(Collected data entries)
----------------
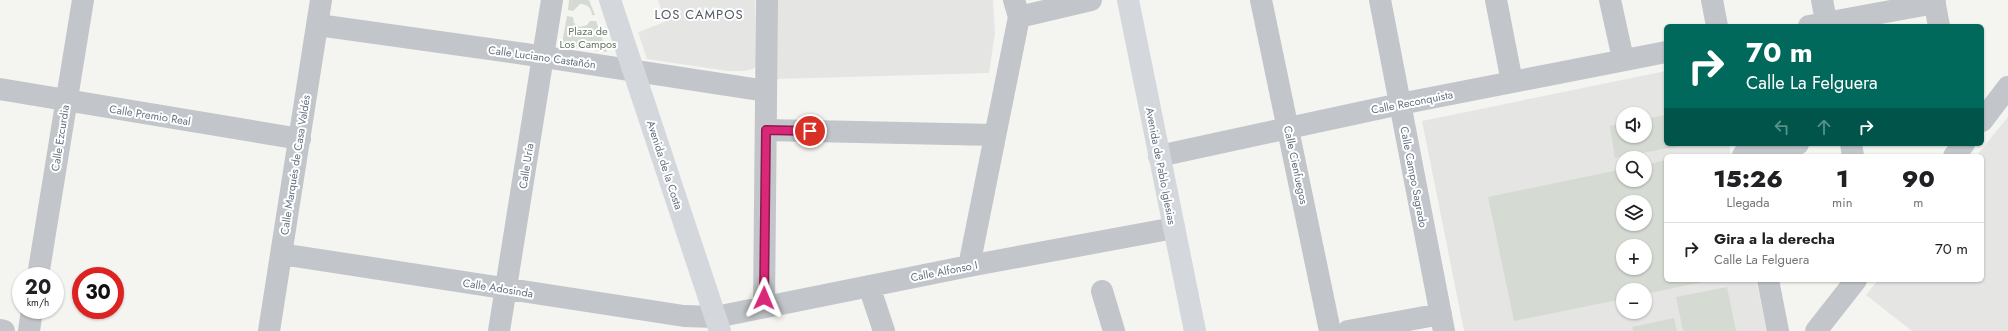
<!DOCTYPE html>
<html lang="es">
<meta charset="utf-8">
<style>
body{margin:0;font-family:Jost,sans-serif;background:#f2f2f2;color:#202124;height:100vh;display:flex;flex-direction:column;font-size:15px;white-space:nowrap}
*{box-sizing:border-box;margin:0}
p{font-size:13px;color:#757577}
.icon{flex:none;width:22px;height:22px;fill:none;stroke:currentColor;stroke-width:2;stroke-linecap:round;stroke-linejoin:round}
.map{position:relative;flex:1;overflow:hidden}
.details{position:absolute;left:1664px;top:154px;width:320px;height:128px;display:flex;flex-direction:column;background:#fff;border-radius:6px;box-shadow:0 1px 3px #0004}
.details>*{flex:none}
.guide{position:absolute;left:1664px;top:24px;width:320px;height:122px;border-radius:6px;box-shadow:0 1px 3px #0004;background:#00695c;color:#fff;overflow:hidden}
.controls{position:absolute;left:1616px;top:107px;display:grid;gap:8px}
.controls a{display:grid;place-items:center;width:36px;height:36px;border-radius:50%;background:#fff;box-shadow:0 1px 3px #0004;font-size:20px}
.speed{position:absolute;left:12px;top:267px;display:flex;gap:8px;font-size:20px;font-weight:700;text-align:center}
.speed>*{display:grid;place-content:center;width:52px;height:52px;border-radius:50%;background:#fff;box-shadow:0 1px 3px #0004;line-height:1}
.speed small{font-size:10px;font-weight:400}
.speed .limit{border:6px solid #d22;background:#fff;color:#111}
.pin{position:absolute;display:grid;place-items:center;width:34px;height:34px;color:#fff;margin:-17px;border:2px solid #fff;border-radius:50%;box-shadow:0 1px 4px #0007}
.me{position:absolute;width:44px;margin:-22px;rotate:1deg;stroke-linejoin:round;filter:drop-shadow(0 0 3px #0008)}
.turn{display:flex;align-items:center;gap:14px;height:84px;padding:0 16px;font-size:18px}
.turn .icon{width:52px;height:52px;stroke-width:2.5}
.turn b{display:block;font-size:28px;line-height:34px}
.lanes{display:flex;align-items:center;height:38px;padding:0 16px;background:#0003;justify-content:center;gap:20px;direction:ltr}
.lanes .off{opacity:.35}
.eta{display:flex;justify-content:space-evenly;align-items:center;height:68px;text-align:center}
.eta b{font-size:24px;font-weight:800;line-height:28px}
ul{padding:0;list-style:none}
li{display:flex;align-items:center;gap:12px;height:52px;padding:0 16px;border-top:1px solid #e0e0e0}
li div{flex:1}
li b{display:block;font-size:15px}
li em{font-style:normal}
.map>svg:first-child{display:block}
</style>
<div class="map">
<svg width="2008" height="331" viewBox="0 0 2008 331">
<rect width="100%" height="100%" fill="#f4f5f1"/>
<path fill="#e5e6e4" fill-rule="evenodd" d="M658,0h97l1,66 -3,3 -8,2h-17l-81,-12 -9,-27 27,-10z
M777,0h216l2,33 -6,40 -213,6z
M1666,71v73h63l2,12h-65v124h90l11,51h-303l-42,-210zM1623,114h22v22h-22zM1623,158h22v22h-22zM1623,202h22v22h-22zM1623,246h22v22h-22zM1623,290h22v22h-22z
M2008,117v214h-96l-46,-36 12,-15h104v-124h-6z"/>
<path fill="#d5dbd2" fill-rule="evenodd" d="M569,0h20l6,15h-3c-1,-7 -4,-11 -12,-11l-7,7 -5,-1z
M567,16l6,1 1,6 6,4 7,-2 3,-4h6l11,31 -34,-5v-2l-11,-2z
M1666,115v29h25l-76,14 -5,-32 13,-3v13h22v-17z
M1666,160v120h47l-68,14v-4h-22v9l-109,22 -26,-124 135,-28v11h22v-15zM1623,202h22v22h-22zM1623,246h22v22h-22z
M1727,287l9,44h-53l-7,-34z
M1674,318l3,13h-44l-1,-4z"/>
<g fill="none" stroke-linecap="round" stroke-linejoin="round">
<path stroke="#c2c5c9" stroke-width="22" d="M1261,0l69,331
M1380,0l64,331
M1496,0l16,82
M1610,0l13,59
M1712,0l5,26
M1822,0l5,26
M1934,0l5,26
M1019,17l72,-17
M318,25l207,29 241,37
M1809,26l126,-23
M0,89l300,50
M1982,121l26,-34
M766,130l229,5
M1851,144l2,12
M1743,155l55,-11
M1159,156l241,-52 266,-52
M1954,156l10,-12
M281,254l403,62 32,1 253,-51 205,-38
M969,266l50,-249 -5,-17
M38,276l45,-276
M1768,280l10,51
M869,286l15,45
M1102,291l12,40
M764,306l3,-306
M0,330l4,1
M29,331l3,-21
M269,331l52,-331
M499,331l53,-331
M1348,331l93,-17
M1816,331l40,-51"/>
<path stroke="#d4d8dc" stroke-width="22" d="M610,0l110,331
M1128,0l67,331"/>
</g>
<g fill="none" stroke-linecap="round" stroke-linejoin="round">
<defs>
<path id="route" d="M764,298l2,-168 44,1"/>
</defs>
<use href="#route" stroke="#8e194d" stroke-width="10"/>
<use href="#route" stroke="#db2777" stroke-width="7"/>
</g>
<g text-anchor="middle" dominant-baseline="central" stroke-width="4" stroke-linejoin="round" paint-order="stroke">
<g font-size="11" fill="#657863" stroke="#fff">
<text x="588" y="31">Plaza de<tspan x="588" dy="13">Los Campos</tspan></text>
</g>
<g font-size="11" fill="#647181" stroke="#fff">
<text transform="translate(542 57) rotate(8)">Calle Luciano Castañón</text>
<text transform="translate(1412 102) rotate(-11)">Calle Reconquista</text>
<text transform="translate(150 115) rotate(9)">Calle Premio Real</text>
<text transform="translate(60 138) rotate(-81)">Calle Ezcurdia</text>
<text transform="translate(295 165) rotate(-81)">Calle Marqués de Casa Valdés</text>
<text transform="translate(665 165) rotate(72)">Avenida de la Costa</text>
<text transform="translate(1296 165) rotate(78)">Calle Cienfuegos</text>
<text transform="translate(526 166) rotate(-81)">Calle Uría</text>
<text transform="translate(1161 166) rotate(79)">Avenida de Pablo Iglesias</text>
<text transform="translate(1414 177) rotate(79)">Calle Campo Sagrado</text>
<text transform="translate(944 271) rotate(-11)">Calle Alfonso I</text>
<text transform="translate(498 288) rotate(9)">Calle Adosinda</text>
</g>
<g font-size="13" letter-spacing="1" fill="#525b66" stroke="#fff">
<text x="699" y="14">LOS CAMPOS</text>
</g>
</g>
</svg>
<div class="controls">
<a><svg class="icon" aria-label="sound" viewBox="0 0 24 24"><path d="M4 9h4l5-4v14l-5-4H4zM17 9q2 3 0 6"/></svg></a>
<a><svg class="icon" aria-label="search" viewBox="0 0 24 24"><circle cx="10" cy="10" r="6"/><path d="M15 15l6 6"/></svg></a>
<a><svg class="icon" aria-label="layers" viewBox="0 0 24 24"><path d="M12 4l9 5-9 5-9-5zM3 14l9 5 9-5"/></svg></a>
<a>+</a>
<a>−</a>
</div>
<div class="speed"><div>20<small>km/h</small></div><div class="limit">30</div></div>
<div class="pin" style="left:810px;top:131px;background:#d93025"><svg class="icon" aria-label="arrive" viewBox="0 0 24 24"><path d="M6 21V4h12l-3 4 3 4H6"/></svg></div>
<svg class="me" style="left:764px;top:298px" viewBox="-20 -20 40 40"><path d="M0-17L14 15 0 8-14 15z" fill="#db2777" stroke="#fff" stroke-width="4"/></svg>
<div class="guide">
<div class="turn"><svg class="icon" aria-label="right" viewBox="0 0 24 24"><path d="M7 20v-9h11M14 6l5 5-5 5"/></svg><div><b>70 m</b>Calle La Felguera</div></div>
<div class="lanes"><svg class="icon off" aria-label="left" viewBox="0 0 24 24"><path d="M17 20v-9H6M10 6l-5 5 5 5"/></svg><svg class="icon off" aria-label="ahead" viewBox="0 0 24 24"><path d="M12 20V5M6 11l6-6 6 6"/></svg><svg class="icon" aria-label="right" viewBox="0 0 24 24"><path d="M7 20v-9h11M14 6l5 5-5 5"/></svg></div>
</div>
<section class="details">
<div class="eta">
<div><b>15:26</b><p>Llegada</p></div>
<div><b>1</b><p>min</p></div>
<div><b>90</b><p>m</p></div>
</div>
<ul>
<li><svg class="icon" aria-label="right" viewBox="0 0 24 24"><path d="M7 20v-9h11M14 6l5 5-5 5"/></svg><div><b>Gira a la derecha</b><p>Calle La Felguera</p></div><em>70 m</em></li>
</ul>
</section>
</div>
----------------
## What you have to do
Check each line above for the word "justify" and copy the ones that have it.

## Completed exercise
.lanes{display:flex;align-items:center;height:38px;padding:0 16px;background:#0003;justify-content:center;gap:20px;direction:ltr}
.eta{display:flex;justify-content:space-evenly;align-items:center;height:68px;text-align:center}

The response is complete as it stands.